Scale or Save?
As any web administrator will tell you, there are just three factors that determine how your infrastructure will scale: price, performance, and the often-forgotten but ever so critical architecture.
Architecture
If you have inherent dependencies on everything running on one machine, for example, you can “scale up” by buying a dual proc quad core server with lots of memory, but eventually you’ll still run out of capacity. Similarly, if you’re at scale and your application has to run within a single data center, you’ll eventually have to architect to run in multiple data centers.
Performance
If you’re planning to “scale out” (that is, run your application or web site across many lower-power servers), you can focus on price and performance.
Assuming your application is architected to scale, performance can be purchased. With the right location and connectivity, you can run “on the Internet,” making access to your servers a non-issue. You can also place servers closer to your users or partner with content delivery networks to deliver even better responsiveness.
However, if there’s a fundamental limitation in your infrastructure, then money won’t buy you the scale you need when you need it. Simply put, you need sufficient underlying storage, processing, and power. If there are rolling brownouts in your part of the country, you can have all the storage and processors in the world, but they won’t be serving up your application and content.
Similarly, if you can’t bring the storage and processing capabilities you need online fast enough to meet the growing needs of your application or spikes in usage, either your application will fall over or a significant subset of your users won’t be able to access your offering.
Price
So price really comes after architecture and performance. At small scale and large scale, price really matters. This is because if you’re just starting out, you don’t want to pay a whole lot to try out a new web site. When you’re early, you don’t know if people will find what you’re building interesting, so you naturally don’t want to over-invest in infrastructure.
Conversely, when you’re much, much bigger price is also a huge factor: infrastructure becomes a key cost driver for your business. Like scale itself, price comes down to just a few simple factors: bandwidth, storage, and people.
To develop the chart above, I used the following assumptions:
AWS
Amazon Web Services:
- Storage = $0.15 per GB per month
- Data in = $0.10 per GB; Data out = $0.18 per GB down to $0.13 per GB
To put this in perspective, a 100MB un-metered port delivers about 31,622 GB of data per month. On AWS, that would cost about $4,750 for storage and a little less than $5,700 for bandwidth, per month, for a total of about $10K per month.
The advantage is that as you need more capacity, you simply call the APIs to write more objects or create more machine instances. (But keep in mind what I said earlier about the underlying infrastructure: you can only perform as well as it does.)
Dedicated
Using dedicated servers, assuming 2x250GB drives with RAID for each server, I used an aggressive $150 per server per month plus $0.05 per GB per month for bandwidth. (This assumes a $1,500 per month for un-metered 100Mbps bandwidth.)

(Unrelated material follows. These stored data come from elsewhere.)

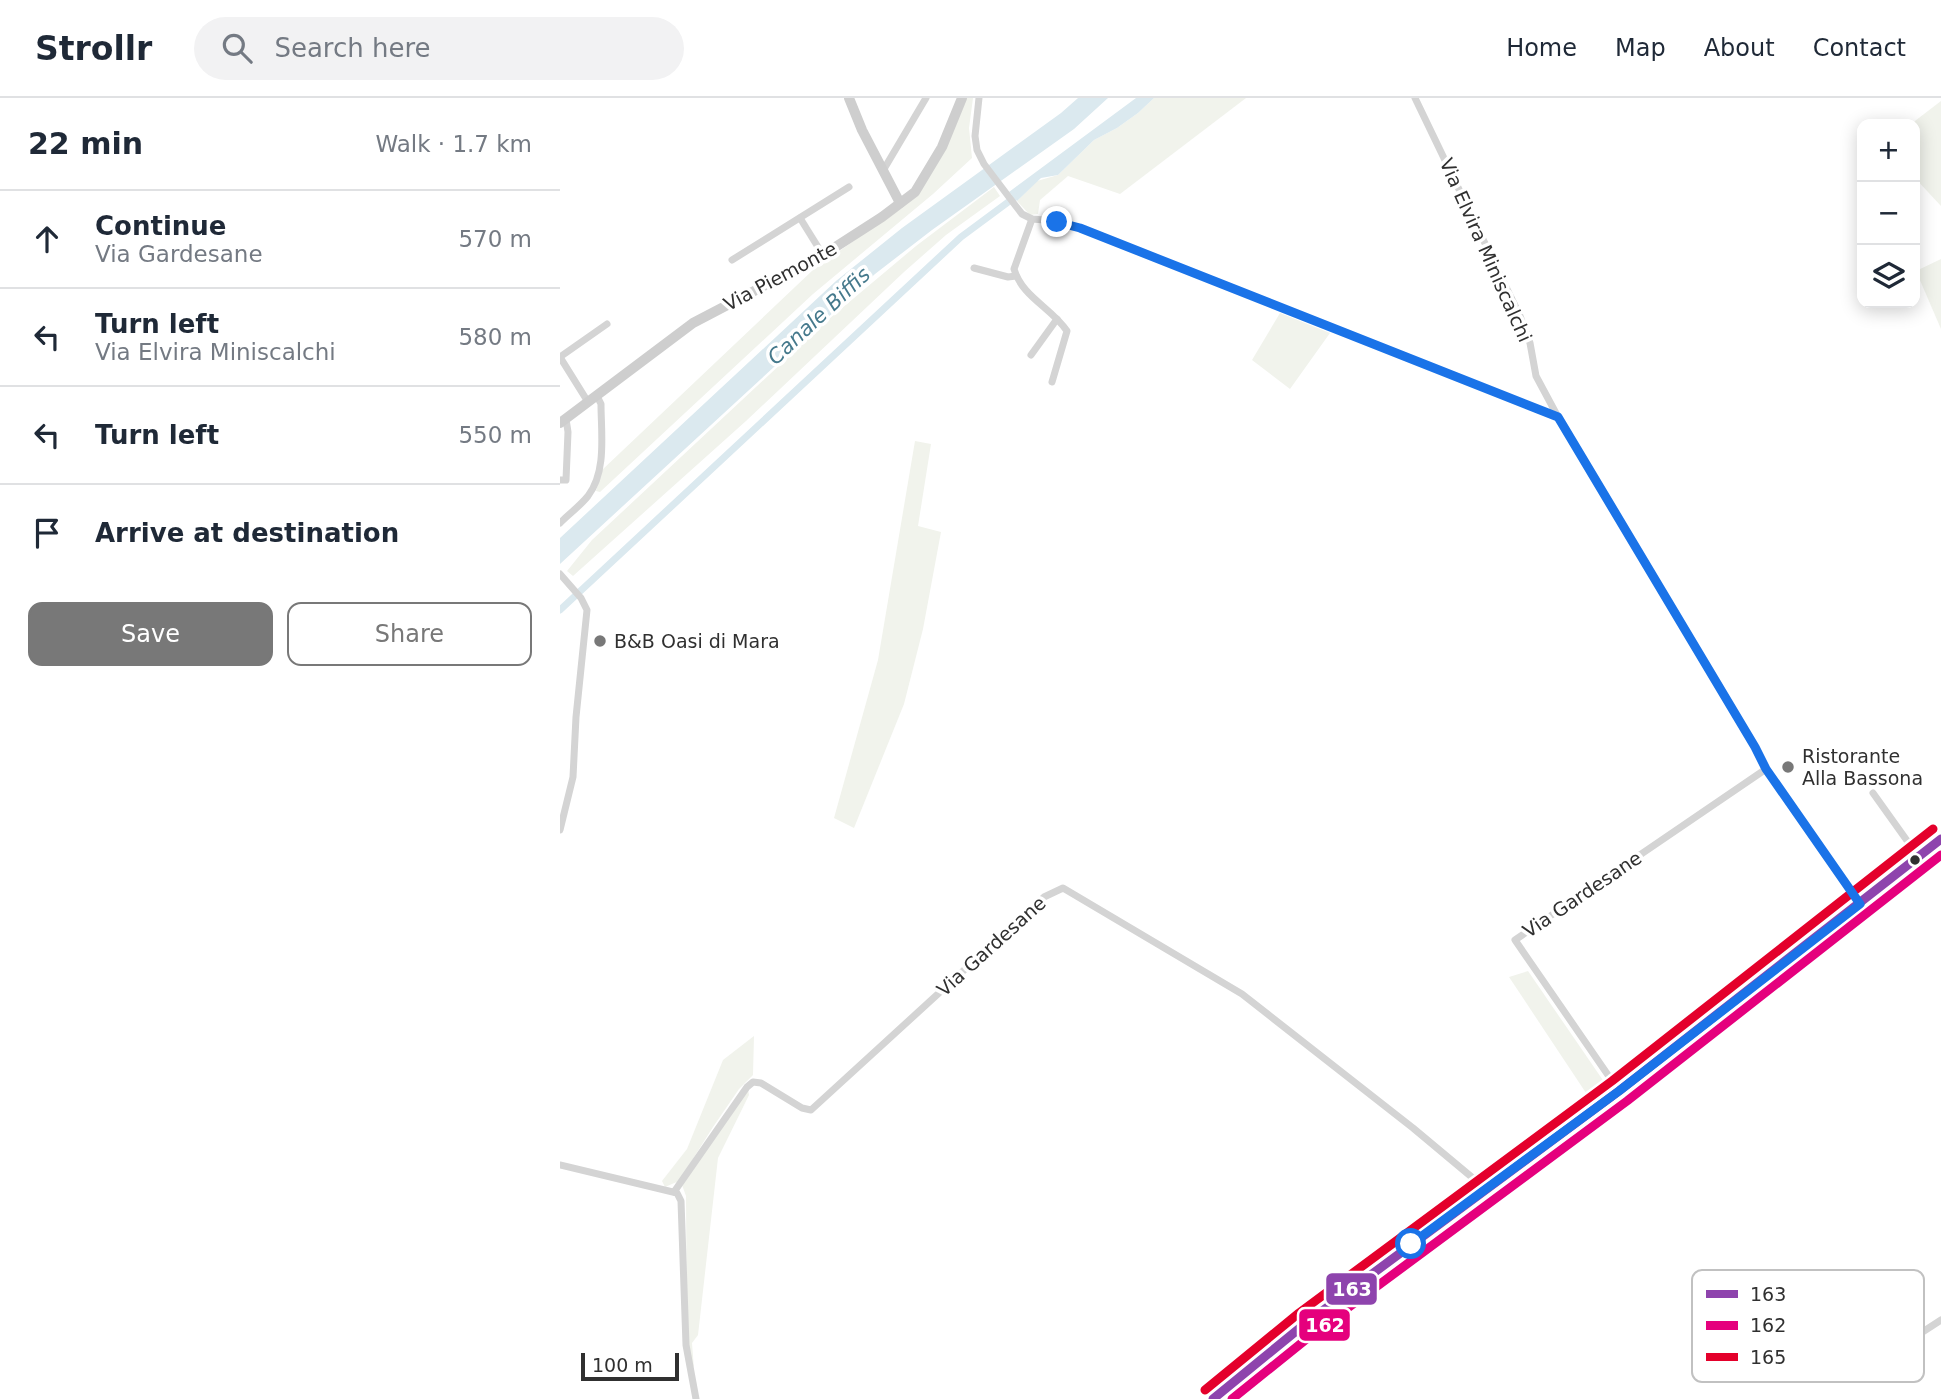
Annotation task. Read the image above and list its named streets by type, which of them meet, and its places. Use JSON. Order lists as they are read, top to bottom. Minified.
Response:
{"streets":{"main road":["Via Piemonte"],"street":["Via Elvira Miniscalchi","Via Gardesane"]},"crossings":[["Via Elvira Miniscalchi","Via Gardesane"]],"water":["Canale Biffis"],"places":["B&B Oasi di Mara","Ristorante Alla Bassona"],"lines":["transit line 165","transit line 163","transit line 162"],"legend":["163","162","165"],"scale_bar":"100 m","page":{"header":"Strollr","search":"Search here","nav":["Home","Map","About","Contact"],"heading":["22 min","Walk · 1.7 km"],"map_buttons":["+","−"],"list":[["Continue","Via Gardesane","570 m"],["Turn left","Via Elvira Miniscalchi","580 m"],["Turn left","550 m"],"Arrive at destination"],"buttons":["Save","Share"],"scale":"100 m"}}
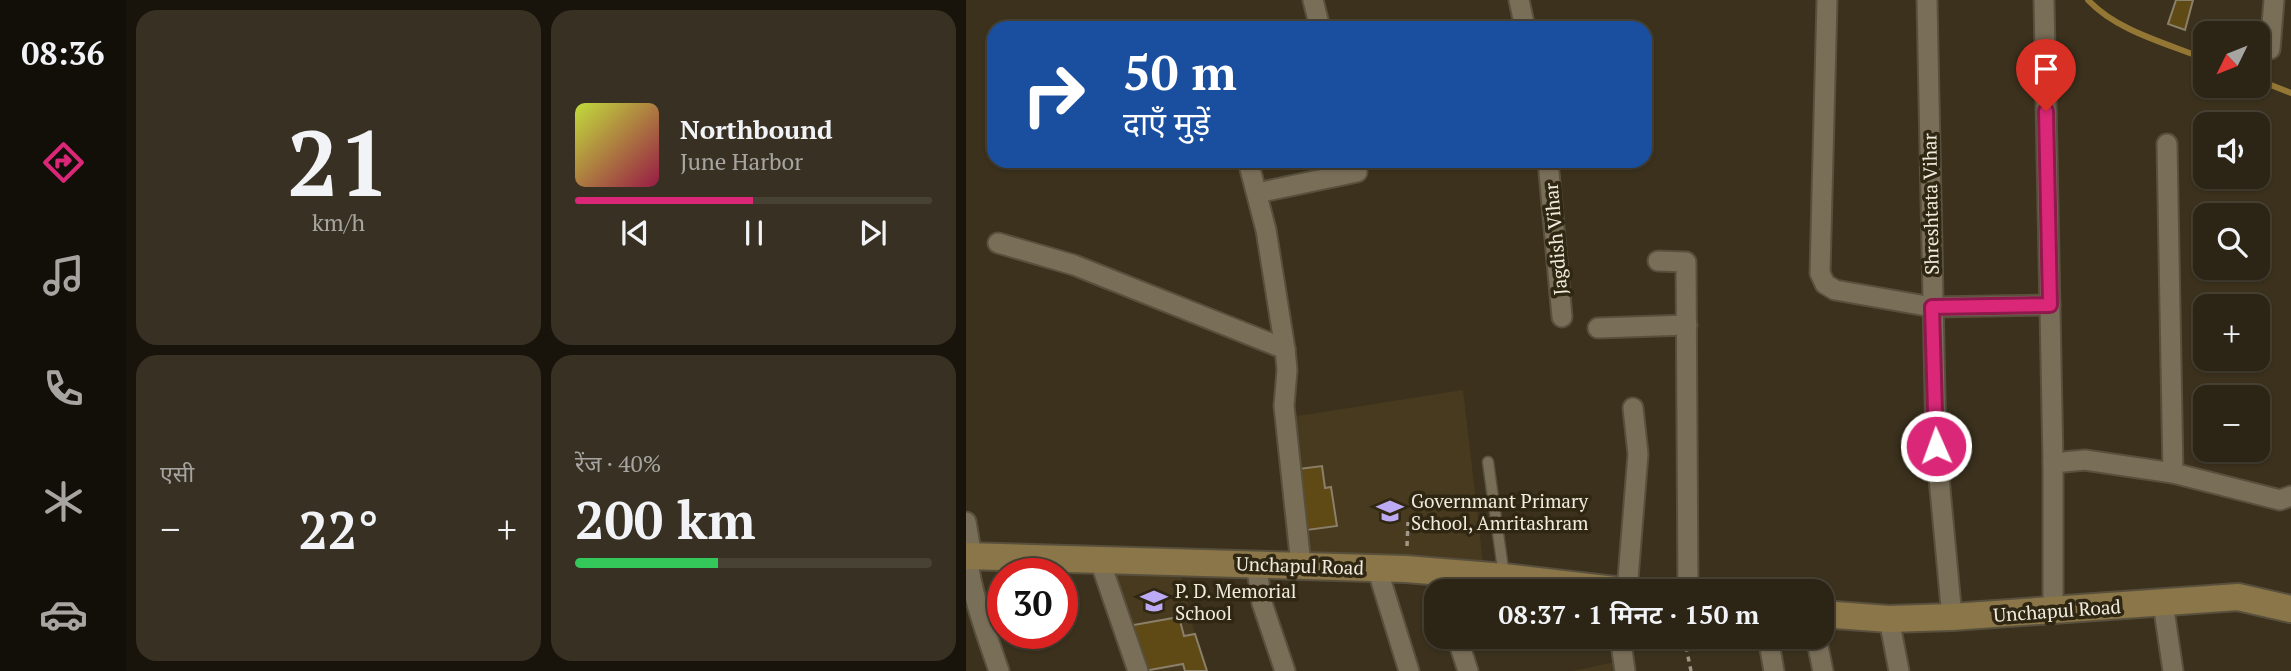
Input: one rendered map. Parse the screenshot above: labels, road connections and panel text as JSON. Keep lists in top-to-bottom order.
{
  "streets": {
    "street": ["Shreshtata Vihar", "Jagdish Vihar", "Unchapul Road"]
  },
  "crossings": [
    ["Shreshtata Vihar", "Unchapul Road"]
  ],
  "places": {
    "school or university": ["Governmant Primary School, Amritashram", "P. D. Memorial School"]
  },
  "north": "bottom left",
  "page": {
    "tabs": "08:36",
    "tile": [
      ["21", "km/h"],
      "एसी",
      ["रेंज · 40%", "200 km"]
    ],
    "map_buttons": ["+", "−"],
    "turn": ["50 m", "दाएँ मुड़ें"],
    "song": ["Northbound", "June Harbor"],
    "heat": ["−", "22°", "+"],
    "limit": "30",
    "trip": "08:37 · 1 मिनट · 150 m"
  }
}
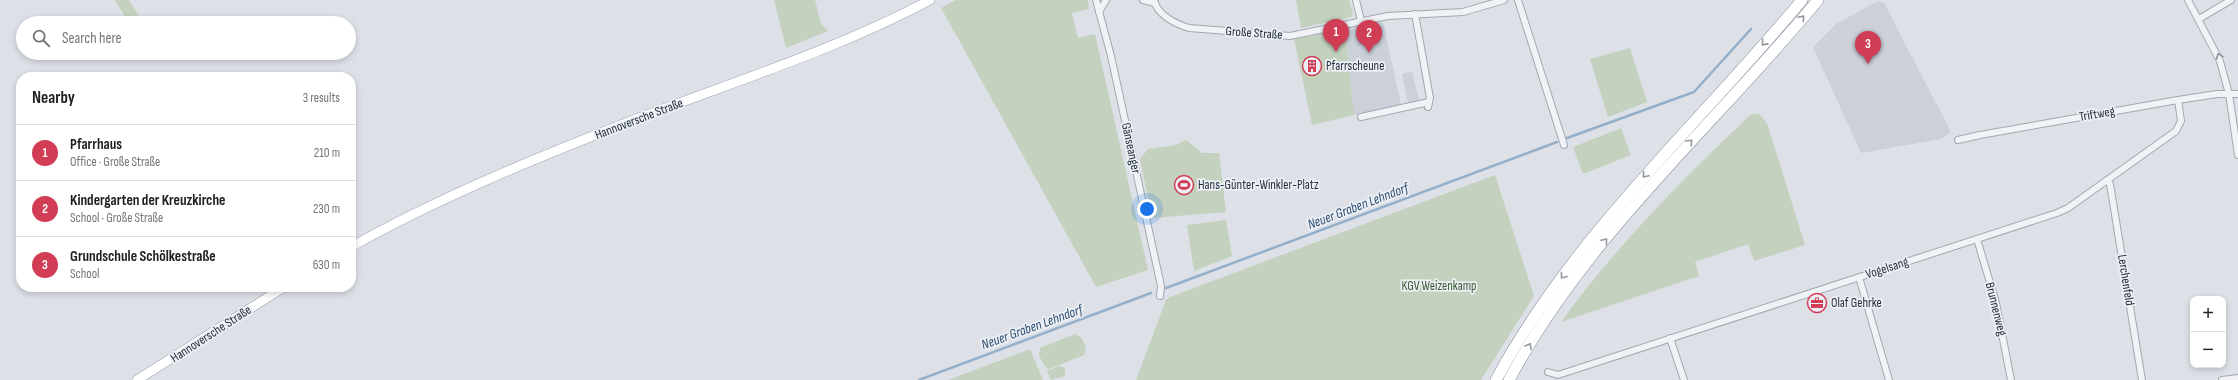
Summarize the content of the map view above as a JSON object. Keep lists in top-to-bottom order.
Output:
{
  "streets": {
    "main road": ["Hannoversche Straße"],
    "street": [
      "Große Straße",
      "Triftweg",
      "Gänseanger",
      "Vogelsang",
      "Lerchenfeld",
      "Brunnenweg"
    ]
  },
  "crossings": [
    ["Triftweg", "Vogelsang"],
    ["Vogelsang", "Lerchenfeld"],
    ["Vogelsang", "Brunnenweg"]
  ],
  "water": ["Neuer Graben Lehndorf"],
  "parks": ["KGV Weizenkamp"],
  "places": {
    "building": ["Pfarrscheune"],
    "sports": ["Hans-Günter-Winkler-Platz"],
    "office": ["Olaf Gehrke"]
  },
  "page": {
    "search": "Search here",
    "pins": ["1", "2", "3"],
    "heading": ["Nearby", "3 results"],
    "list": [
      {
        "mark": "1",
        "name": "Pfarrhaus",
        "note": "Office · Große Straße",
        "value": "210 m"
      },
      {
        "mark": "2",
        "name": "Kindergarten der Kreuzkirche",
        "note": "School · Große Straße",
        "value": "230 m"
      },
      {
        "mark": "3",
        "name": "Grundschule Schölkestraße",
        "note": "School",
        "value": "630 m"
      }
    ],
    "map_buttons": ["+", "−"]
  }
}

Of course, the advantage of dedicated hosting is that you don’t have to deal with the servers. In fact, you never have to configure, setup or physically maintain a single server. It’s all done for you. But that comes at a cost: you’re paying a premium for the service and older hardware.
Collocated
For collocation, I assumed:
- Storage/processing: 2x500GB drives with RAID for each server, and I estimated the total cost of each server at $1,500, amortized over 30 months for a price of $50 per month per server. This gives you well more than a Pentium-D 3.0 Ghz machine, which is more or less the current standard for dedicated servers.
- $0.05 per GB per month for bandwidth (assuming $1,000 per month for a 100MB un-metered port).
Collocated servers require the biggest commitment. You have to buy your own hardware, configure it, and physically place and maintain it at the data center, along with keeping it updated with the latest patches.
Yet collocation still delivers the lowest cost over the long term. If you architect to keep the cost of managing servers as low as possible and you’re scaling fast, collocation is still the way to go.
Conclusion
The real question is: what kind of application do you have? If you’re building an application that just serves up text with a very small number of images or videos, collocation is probably overkill ““ you don’t need the bandwidth or storage discount. If you’re in the business of serving tons of videos and/or high resolution photos, however, you still need your own infrastructure. If you’re in between, you have to ask yourself what price you’re willing to pay to control your scale.
There’s just one thing. Stand-alone tech businesses have to be cost-effective to survive. But they don’t save their way to success. They scale it.